Career highlights and awards
- Special assignments World Series (2010, 2013, 2017, 2020, 2023); League Championship Series (2009, 2011, 2012, 2014, 2015, 2018, 2019, 2021, 2024); Division Series (2002, 2003, 2005, 2008, 2010, 2013, 2016, 2017, 2020, 2022, 2023); Wild Card Games/Series (2012, 2014, 2015, 2018, 2019, 2020, 2024); All-Star Games (2007, 2022); World Baseball Classic (2009, 2013, 2023, 2026);

= Bill Miller (umpire) =

American baseball umpire (born 1967)

William Scott Miller (born May 31, 1967) is an American Major League Baseball umpire who began his career in the American League in . Miller wears number 26. He has been a crew chief since the 2014 season.

==Early life==
Miller graduated from UCLA with a history degree in 1989. He umpired in the Northwest League, Arizona Instructional League, South Atlantic League, California League, Texas League, International League, and Pacific Coast League before reaching MLB in 1997. While umpiring in the International League, Miller was robbed at gunpoint at a hotel.

==MLB career==
Miller has officiated in seven Wild Card Games (2012, 2014, 2015, 2018, 2019, 2020, 2024), eleven Division Series (2002, 2003, 2005, 2008, 2010, 2013, 2016, 2017, 2020, 2022, 2023, nine League Championship Series (2009, 2011, 2012, 2014, 2015, 2018, 2019, 2021, 2024), and five World Series (2010, 2013, 2017, 2020, 2023). He also officiated the 2007 and 2022 All-Star Games and twice in the World Baseball Classic (2009, 2013).

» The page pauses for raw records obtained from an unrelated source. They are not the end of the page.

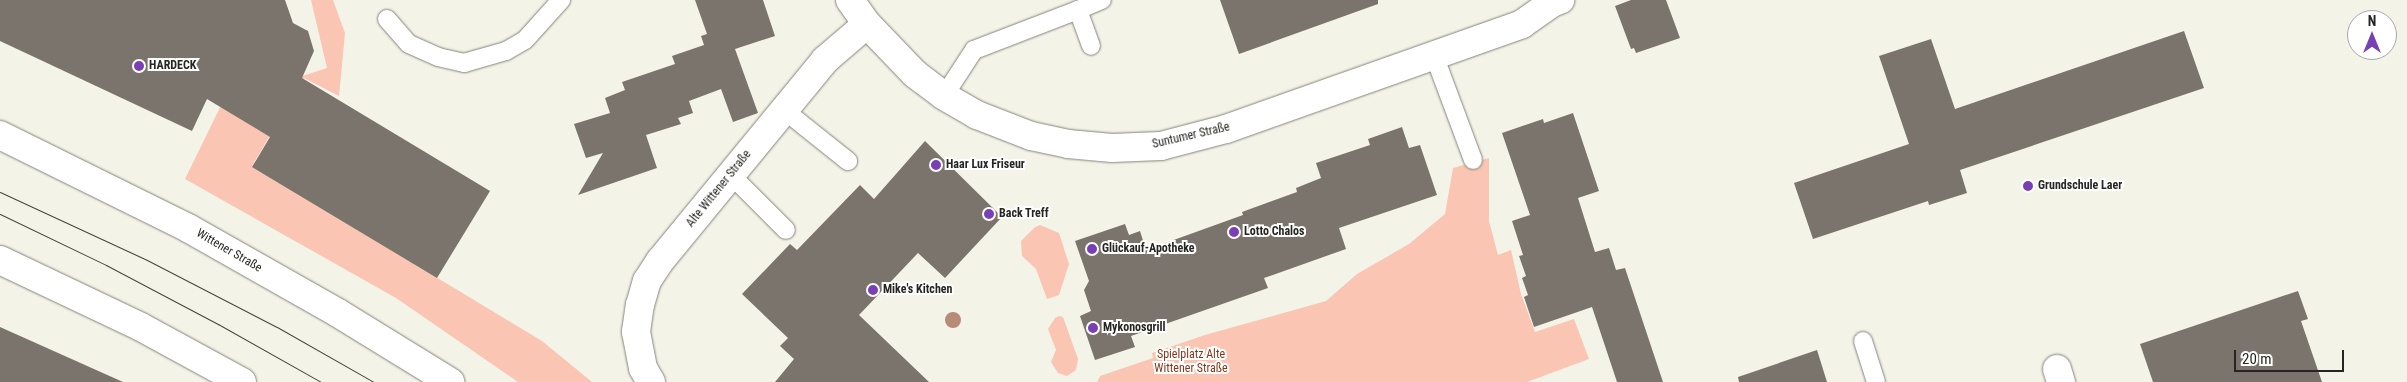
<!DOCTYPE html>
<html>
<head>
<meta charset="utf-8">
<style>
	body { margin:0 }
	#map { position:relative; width:2407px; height:382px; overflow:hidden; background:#f4f3e8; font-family:"Roboto Condensed",sans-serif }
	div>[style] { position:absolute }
	.green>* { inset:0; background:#fac5b3 }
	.building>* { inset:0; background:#7b746c }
	.roads { filter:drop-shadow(0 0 1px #84847a) drop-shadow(0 0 1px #84847a) }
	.lane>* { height:18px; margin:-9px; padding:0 9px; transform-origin:9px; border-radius:9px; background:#fff }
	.street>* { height:28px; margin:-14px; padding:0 14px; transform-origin:14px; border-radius:14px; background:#fff }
	.primary>* { height:28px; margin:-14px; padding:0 14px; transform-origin:14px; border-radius:14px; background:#fff }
	.tram>* { height:1px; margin:-0.5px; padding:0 0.5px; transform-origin:0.5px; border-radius:0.5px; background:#44433e }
	.trees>* { width:16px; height:16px; margin:-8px; border-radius:50%; background:#b78b76 }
	.dots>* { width:14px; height:14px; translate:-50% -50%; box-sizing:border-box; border:2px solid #fff; border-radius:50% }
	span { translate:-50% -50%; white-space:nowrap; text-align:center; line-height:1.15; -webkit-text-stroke:4px #fff; paint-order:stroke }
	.poi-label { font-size:12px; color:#252521; font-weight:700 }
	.left { translate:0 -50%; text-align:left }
	.street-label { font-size:12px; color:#252521 }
	.park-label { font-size:12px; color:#853619 }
	.north { position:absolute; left:2347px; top:10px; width:50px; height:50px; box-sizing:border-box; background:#fff; border:1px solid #a8a8a6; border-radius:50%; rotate:0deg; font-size:14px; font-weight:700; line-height:20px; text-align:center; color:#252521 }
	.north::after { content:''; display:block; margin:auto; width:18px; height:22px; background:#793fb5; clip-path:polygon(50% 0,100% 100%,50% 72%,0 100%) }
	.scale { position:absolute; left:2234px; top:350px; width:110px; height:22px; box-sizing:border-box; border:2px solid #252521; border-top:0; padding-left:6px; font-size:15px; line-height:18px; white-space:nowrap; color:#252521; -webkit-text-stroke:4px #fff; paint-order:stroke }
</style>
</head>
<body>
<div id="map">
	<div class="green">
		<i style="clip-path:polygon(311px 0,333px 0,345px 33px,339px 96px,304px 78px,252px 166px,542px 341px,592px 382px,518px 382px,396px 298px,185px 179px,231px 85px,281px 83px,327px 68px)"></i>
		<i style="clip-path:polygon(1489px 158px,1489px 221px,1498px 255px,1511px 250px,1521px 294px,1535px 332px,1574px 319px,1589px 359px,1527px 382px,1097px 382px,1100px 376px,1153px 358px,1152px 353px,1205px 335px,1326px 301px,1357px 274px,1409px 244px,1445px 214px,1453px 168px)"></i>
		<i style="clip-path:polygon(1040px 225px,1059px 233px,1069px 264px,1059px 295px,1047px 299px,1036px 269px,1022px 256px,1021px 241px,1035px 227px)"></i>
		<i style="clip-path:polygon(1059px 316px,1063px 317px,1078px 359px,1076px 370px,1067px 376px,1058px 373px,1051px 362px,1056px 350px,1048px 329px,1055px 318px)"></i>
	</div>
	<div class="building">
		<i style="clip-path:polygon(0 0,285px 0,293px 23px,308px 31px,314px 51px,302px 78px,490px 191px,437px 278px,252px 167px,270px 137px,207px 99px,192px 131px,0 41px)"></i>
		<i style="clip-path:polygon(695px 0,763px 0,775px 36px,735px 49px,758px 113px,733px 122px,721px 89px,689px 101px,693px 113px,678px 118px,681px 124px,646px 135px,657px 168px,578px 195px,603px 153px,586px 158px,574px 124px,610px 113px,605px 98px,625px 90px,622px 82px,675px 64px,672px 56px,704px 45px,701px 36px,707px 34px)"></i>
		<i style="clip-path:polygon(1220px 0,1378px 0,1378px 4px,1239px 54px)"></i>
		<i style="clip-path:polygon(1631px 0,1666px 0,1680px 38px,1636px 53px,1634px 48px,1631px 49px,1615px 6px)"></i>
		<i style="clip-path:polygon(2184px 31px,2204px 88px,1960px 170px,1967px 193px,1929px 205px,1928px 201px,1813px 239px,1794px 183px,1909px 144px,1879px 56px,1931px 39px,1955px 109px)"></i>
		<i style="clip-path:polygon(1573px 113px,1599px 191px,1578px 198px,1595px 252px,1609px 248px,1616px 270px,1625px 268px,1663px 382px,1617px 382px,1592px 307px,1534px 327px,1524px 297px,1528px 295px,1522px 278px,1526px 276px,1519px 256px,1523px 255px,1512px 221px,1530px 215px,1502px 133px,1543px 119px,1544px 123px)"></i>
		<i style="clip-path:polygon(1402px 127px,1409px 148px,1420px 145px,1437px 195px,1339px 228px,1346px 249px,1264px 278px,1268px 288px,1131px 336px,1135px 347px,1095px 360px,1080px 316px,1091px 311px,1084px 290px,1089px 281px,1075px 241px,1125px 224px,1129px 235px,1140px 231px,1146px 250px,1243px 215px,1242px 212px,1297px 192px,1296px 188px,1321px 178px,1316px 163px,1370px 145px,1368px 139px)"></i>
		<i style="clip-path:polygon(925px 141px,1002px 217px,945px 278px,918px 253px,859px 315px,929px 382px,775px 382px,794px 359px,780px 346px,788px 338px,742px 294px,790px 244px,797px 250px,860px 185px,874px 199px)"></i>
		<i style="clip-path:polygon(2298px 291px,2308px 319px,2301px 321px,2322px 382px,2153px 382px,2140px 344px)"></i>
		<i style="clip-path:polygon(0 327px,123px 382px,0 382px)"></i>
		<i style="clip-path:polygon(1817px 350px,1827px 382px,1739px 382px,1738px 377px)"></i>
	</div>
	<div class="roads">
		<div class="lane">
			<i style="left:1078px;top:10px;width:26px;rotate:-23deg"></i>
			<i style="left:387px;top:19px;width:33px;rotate:49deg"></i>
			<i style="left:409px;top:44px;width:32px;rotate:24deg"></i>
			<i style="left:438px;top:57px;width:27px;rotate:13deg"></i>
			<i style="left:464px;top:63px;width:44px;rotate:-15.9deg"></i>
			<i style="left:506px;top:51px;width:22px;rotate:-30deg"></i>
			<i style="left:525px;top:40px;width:54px;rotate:-48deg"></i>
			<i style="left:1434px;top:55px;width:112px;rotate:69.6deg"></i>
			<i style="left:944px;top:96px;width:55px;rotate:-56.9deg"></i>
			<i style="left:974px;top:50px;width:111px;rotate:-21deg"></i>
			<i style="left:1078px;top:10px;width:38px;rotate:70deg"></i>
			<i style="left:784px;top:110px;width:82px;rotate:38.6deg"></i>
			<i style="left:730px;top:174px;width:79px;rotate:45deg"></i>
			<i style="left:1863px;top:341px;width:43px;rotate:72.4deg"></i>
		</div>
		<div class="street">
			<i style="left:850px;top:0;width:29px;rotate:55deg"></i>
			<i style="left:867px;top:24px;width:69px;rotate:46.2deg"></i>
			<i style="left:915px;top:74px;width:36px;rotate:37deg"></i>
			<i style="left:944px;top:96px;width:38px;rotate:30deg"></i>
			<i style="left:977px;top:115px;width:58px;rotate:21.3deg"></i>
			<i style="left:1031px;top:136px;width:38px;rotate:12deg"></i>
			<i style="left:1068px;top:144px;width:44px;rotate:5.2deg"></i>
			<i style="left:1112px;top:148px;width:49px;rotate:-2.3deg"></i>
			<i style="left:1161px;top:146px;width:67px;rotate:-14.7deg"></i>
			<i style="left:1226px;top:129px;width:314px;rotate:-19.5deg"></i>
			<i style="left:1522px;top:24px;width:37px;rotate:-35deg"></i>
			<i style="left:1552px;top:3px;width:9px;rotate:-21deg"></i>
			<i style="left:2057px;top:369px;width:14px;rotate:73deg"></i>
			<i style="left:651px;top:382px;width:16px;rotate:-120deg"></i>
			<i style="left:643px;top:368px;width:37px;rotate:-101deg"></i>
			<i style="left:636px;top:332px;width:27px;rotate:-82deg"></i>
			<i style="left:640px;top:305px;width:25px;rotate:-74deg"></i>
			<i style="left:647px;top:281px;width:24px;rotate:-57deg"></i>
			<i style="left:660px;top:261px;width:260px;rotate:-50.6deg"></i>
			<i style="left:825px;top:60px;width:55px;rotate:-40.6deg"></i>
		</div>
		<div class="primary">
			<i style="left:0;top:135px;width:210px;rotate:26.3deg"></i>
			<i style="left:188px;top:228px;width:172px;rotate:29.5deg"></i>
			<i style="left:338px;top:313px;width:132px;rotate:31.6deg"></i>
			<i style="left:0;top:260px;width:156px;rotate:25.4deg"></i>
			<i style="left:141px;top:327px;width:115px;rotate:28.6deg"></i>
		</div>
	</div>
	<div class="tram">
		<i style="left:0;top:192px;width:162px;rotate:24.8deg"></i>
		<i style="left:147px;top:260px;width:146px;rotate:27.3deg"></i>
		<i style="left:277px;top:327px;width:112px;rotate:29.6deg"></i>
		<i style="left:0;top:214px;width:118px;rotate:25.7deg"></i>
		<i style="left:106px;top:265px;width:127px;rotate:27.8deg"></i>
		<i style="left:218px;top:324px;width:118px;rotate:29.4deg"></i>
	</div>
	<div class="trees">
		<i style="left:953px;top:320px"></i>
	</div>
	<div class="dots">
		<i style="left:139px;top:66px;background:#793fb5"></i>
		<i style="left:936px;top:165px;background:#793fb5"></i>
		<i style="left:2028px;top:186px;background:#793fb5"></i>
		<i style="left:989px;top:214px;background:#793fb5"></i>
		<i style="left:1234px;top:232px;background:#793fb5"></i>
		<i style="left:1092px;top:249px;background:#793fb5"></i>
		<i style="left:873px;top:290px;background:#793fb5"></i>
		<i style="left:1093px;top:328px;background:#793fb5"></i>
	</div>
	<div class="poi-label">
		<span class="left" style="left:149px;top:66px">HARDECK</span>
		<span class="left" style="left:946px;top:165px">Haar Lux Friseur</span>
		<span class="left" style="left:2038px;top:186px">Grundschule Laer</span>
		<span class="left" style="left:999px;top:214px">Back Treff</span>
		<span class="left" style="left:1244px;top:232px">Lotto Chalos</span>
		<span class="left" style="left:1102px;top:249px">Glückauf-Apotheke</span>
		<span class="left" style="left:883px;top:290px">Mike's Kitchen</span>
		<span class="left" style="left:1103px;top:328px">Mykonosgrill</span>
	</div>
	<div class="street-label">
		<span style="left:1191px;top:136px;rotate:-13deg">Suntumer Straße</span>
		<span style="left:719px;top:189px;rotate:-51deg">Alte Wittener Straße</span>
		<span style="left:229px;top:251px;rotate:30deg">Wittener Straße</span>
	</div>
	<div class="park-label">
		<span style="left:1191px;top:362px">Spielplatz Alte<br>Wittener Straße</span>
	</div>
	<div class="north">N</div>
	<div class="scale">20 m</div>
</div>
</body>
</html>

On May 15, 2012, Miller was involved in an altercation with Toronto Blue Jays third baseman Brett Lawrie during his last at-bat. With a 3–1 count, pitcher Fernando Rodney threw two balls, based on replays and computerized strike zone analysis. Lawrie headed toward first after each pitch, but Miller called the pitches strikes and ejected Lawrie after he protested the strikeout. Lawrie then threw his helmet, which bounced off the ground and hit Miller. Miller also ejected Blue Jays manager John Farrell. Blue Jays would end up losing the game. After the game was over, Miller was hit by a cup of beer thrown by a fan as he was walking back to the umpires locker room. It's not known if the fan was punished. The next day, Major League Baseball suspended Lawrie for four games.

Miller was chosen as one of the umpires for the one-game Wild Card playoff between the Baltimore Orioles and the Texas Rangers on October 5, 2012.

Before the 2014 season, he was named a crew chief by Major League Baseball.

Miller was the home plate umpire for Miami Marlins pitcher Edinson Vólquez's no-hitter against the Arizona Diamondbacks on June 3, 2017. In 2019, he was named President of the Major League Baseball Umpires Association, succeeding Joe West.

==Personal life==
Miller graduated from University of California, Los Angeles in 1989, and resides in Incline Village, Nevada. He was a three-sport athlete at Harbor High School in Santa Cruz, California, and was Athlete of the Year in Santa Cruz County his senior year. He is an alumnus of the Sigma Chi fraternity.